§ ABOUT THIS EXERCISE
Check every line of the material for the word "Start". Copy those that have it.

=======

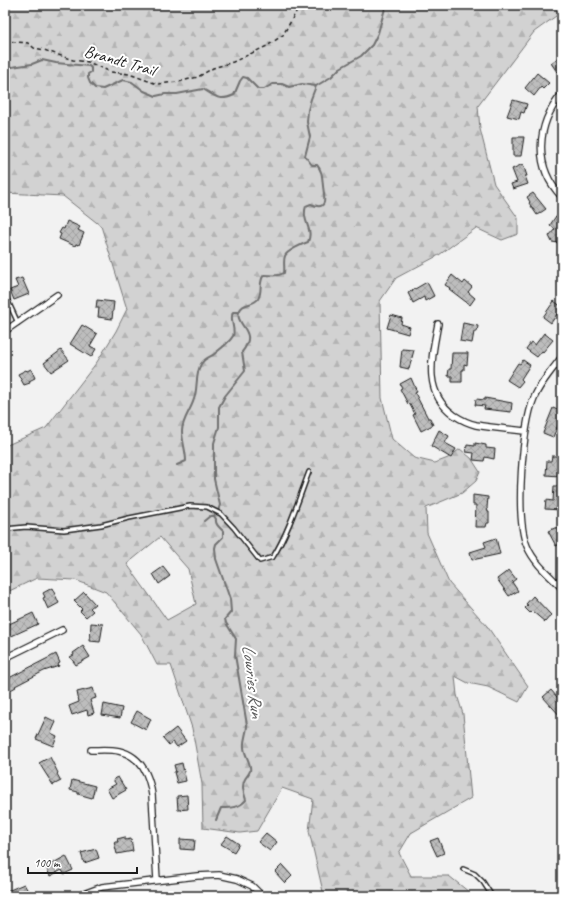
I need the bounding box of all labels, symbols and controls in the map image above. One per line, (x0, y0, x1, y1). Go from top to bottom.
street label: Brandt Trail (82, 40, 161, 81)
water label: Lowries Run (238, 643, 269, 721)
scale bar (28, 849, 137, 875)
text: 100 m (34, 855, 61, 871)

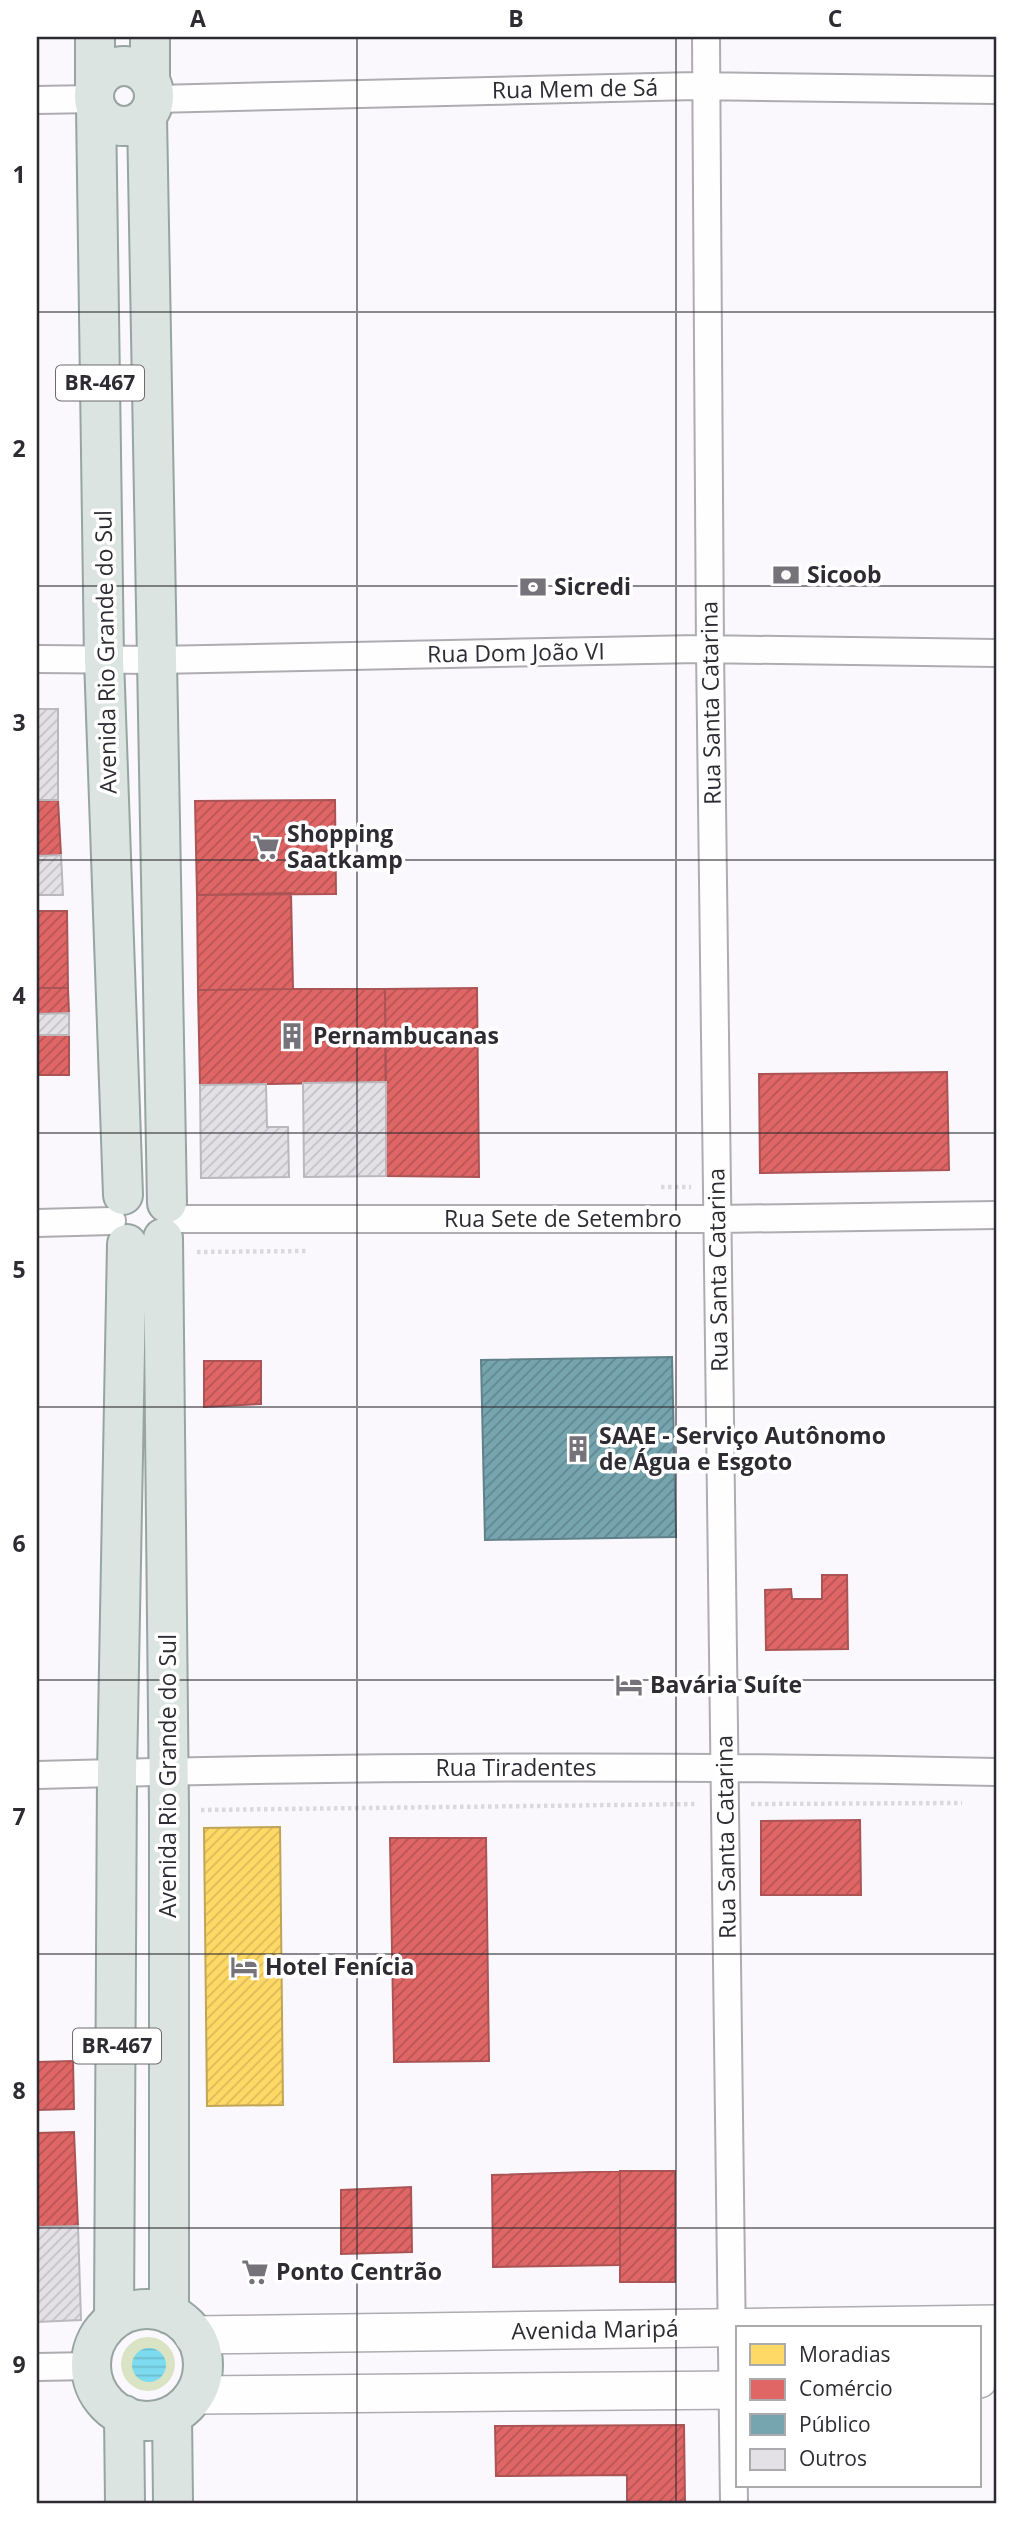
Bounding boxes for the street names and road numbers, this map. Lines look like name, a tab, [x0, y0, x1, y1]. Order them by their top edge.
street label: Rua Mem de Sá	[492, 71, 658, 105]
road number: BR-467	[56, 366, 144, 400]
street label: Avenida Rio Grande do Sul	[87, 510, 123, 794]
street label: Rua Santa Catarina	[692, 601, 728, 805]
street label: Rua Dom João VI	[427, 634, 605, 670]
street label: Rua Santa Catarina	[699, 1168, 735, 1372]
street label: Rua Sete de Setembro	[444, 1202, 682, 1234]
street label: Avenida Rio Grande do Sul	[151, 1634, 183, 1918]
street label: Rua Santa Catarina	[707, 1735, 743, 1939]
street label: Rua Tiradentes	[436, 1751, 596, 1783]
road number: BR-467	[73, 2028, 161, 2064]
street label: Avenida Maripá	[511, 2312, 679, 2346]

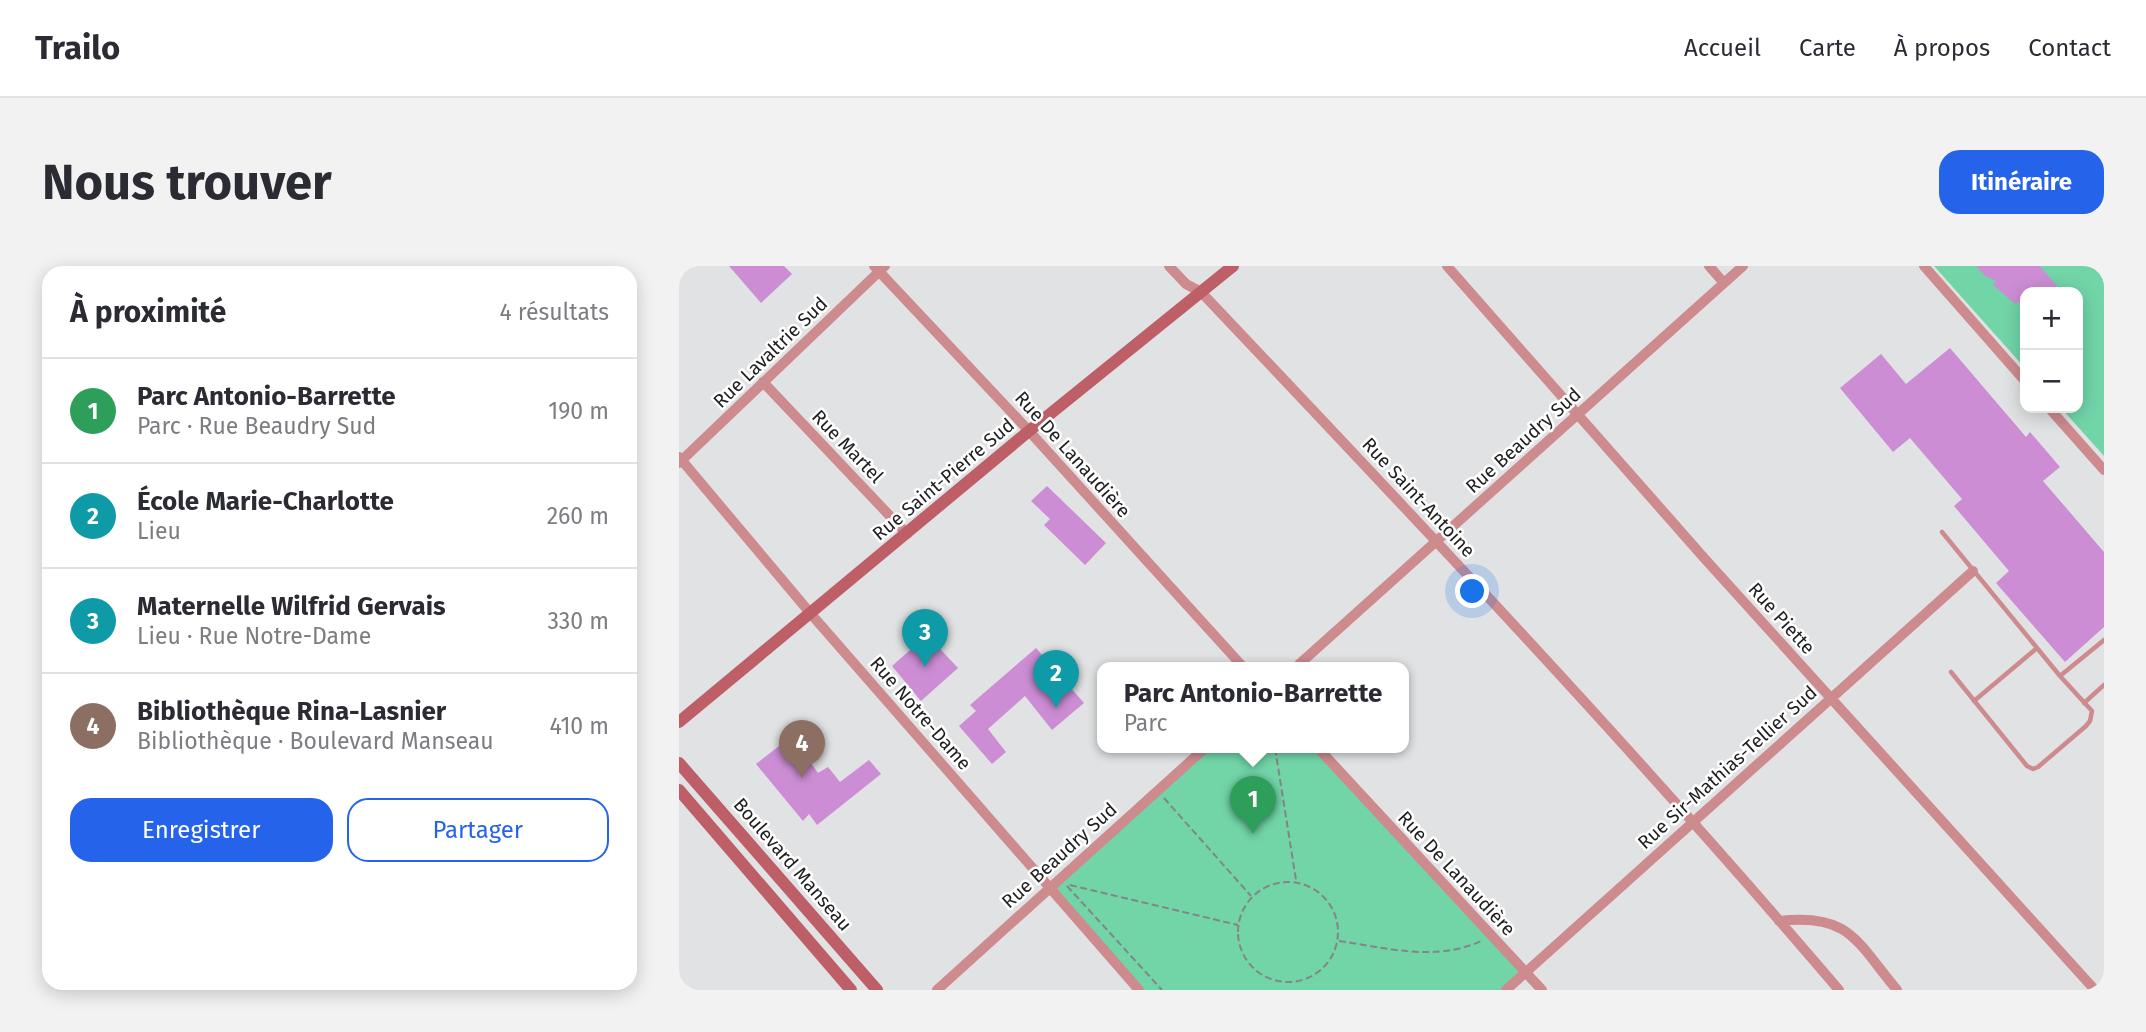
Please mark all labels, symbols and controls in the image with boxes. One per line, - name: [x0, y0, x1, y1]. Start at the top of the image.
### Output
- text: Trailo: [35, 28, 120, 68]
- text: Accueil: [1684, 34, 1761, 62]
- text: Carte: [1799, 34, 1856, 62]
- text: À propos: [1894, 34, 1990, 62]
- text: Contact: [2028, 34, 2111, 62]
- button: Itinéraire: [1939, 150, 2104, 214]
- text: Nous trouver: [42, 153, 332, 212]
- map controls: [2020, 287, 2083, 413]
- button: +: [2020, 287, 2083, 350]
- street label: Rue Lavaltrie Sud: [708, 292, 832, 413]
- text: À proximité: [70, 294, 226, 330]
- text: 4 résultats: [499, 298, 609, 326]
- button: −: [2020, 350, 2083, 413]
- text: Parc Antonio-Barrette: [137, 381, 396, 412]
- street label: Rue Beaudry Sud: [1461, 383, 1586, 498]
- street label: Rue De Lanaudière: [1010, 386, 1135, 522]
- text: 1: [88, 397, 98, 425]
- text: 190 m: [548, 397, 609, 425]
- street label: Rue Martel: [807, 405, 888, 488]
- text: Parc · Rue Beaudry Sud: [137, 412, 376, 440]
- street label: Rue Saint-Pierre Sud: [868, 413, 1019, 545]
- street label: Rue Saint-Antoine: [1357, 433, 1480, 562]
- text: École Marie-Charlotte: [137, 486, 394, 517]
- text: 2: [87, 502, 99, 530]
- text: 260 m: [547, 502, 609, 530]
- text: Lieu: [137, 517, 181, 545]
- your location: [1455, 574, 1489, 608]
- street label: Rue Piette: [1743, 578, 1820, 659]
- text: Maternelle Wilfrid Gervais: [137, 591, 446, 622]
- text: 3: [87, 607, 99, 635]
- text: 330 m: [547, 607, 609, 635]
- pin: 3: [902, 609, 948, 667]
- text: Lieu · Rue Notre-Dame: [137, 622, 371, 650]
- pin: 2: [1033, 650, 1079, 708]
- street label: Rue Notre-Dame: [865, 652, 976, 775]
- popup: [1097, 662, 1409, 753]
- text: Parc Antonio-Barrette: [1124, 678, 1382, 709]
- street label: Rue Sir-Mathias-Tellier Sud: [1633, 681, 1822, 854]
- text: Bibliothèque Rina-Lasnier: [137, 696, 446, 727]
- text: Parc: [1124, 709, 1167, 737]
- text: 4: [87, 712, 100, 740]
- text: 410 m: [549, 712, 609, 740]
- pin: 4: [779, 720, 825, 778]
- text: Bibliothèque · Boulevard Manseau: [137, 727, 494, 755]
- pin: 1: [1230, 776, 1276, 834]
- street label: Boulevard Manseau: [729, 793, 857, 936]
- button: Enregistrer: [70, 798, 333, 862]
- button: Partager: [347, 798, 609, 862]
- street label: Rue Beaudry Sud: [997, 798, 1122, 913]
- street label: Rue De Lanaudière: [1393, 806, 1520, 940]

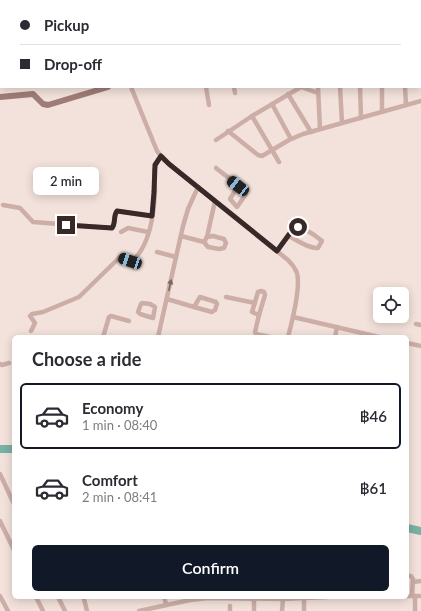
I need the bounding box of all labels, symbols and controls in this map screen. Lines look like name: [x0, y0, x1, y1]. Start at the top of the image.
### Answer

=======

§ TASK SOLUTION
Please mark all labels, symbols and controls in the image with boxes. One per line, - name: [x0, y0, x1, y1]. Start at the top of the image.
I need the bounding box of all labels, symbols and controls in this map screen. Lines look like name: [x0, y0, x1, y1]. Start at the top of the image.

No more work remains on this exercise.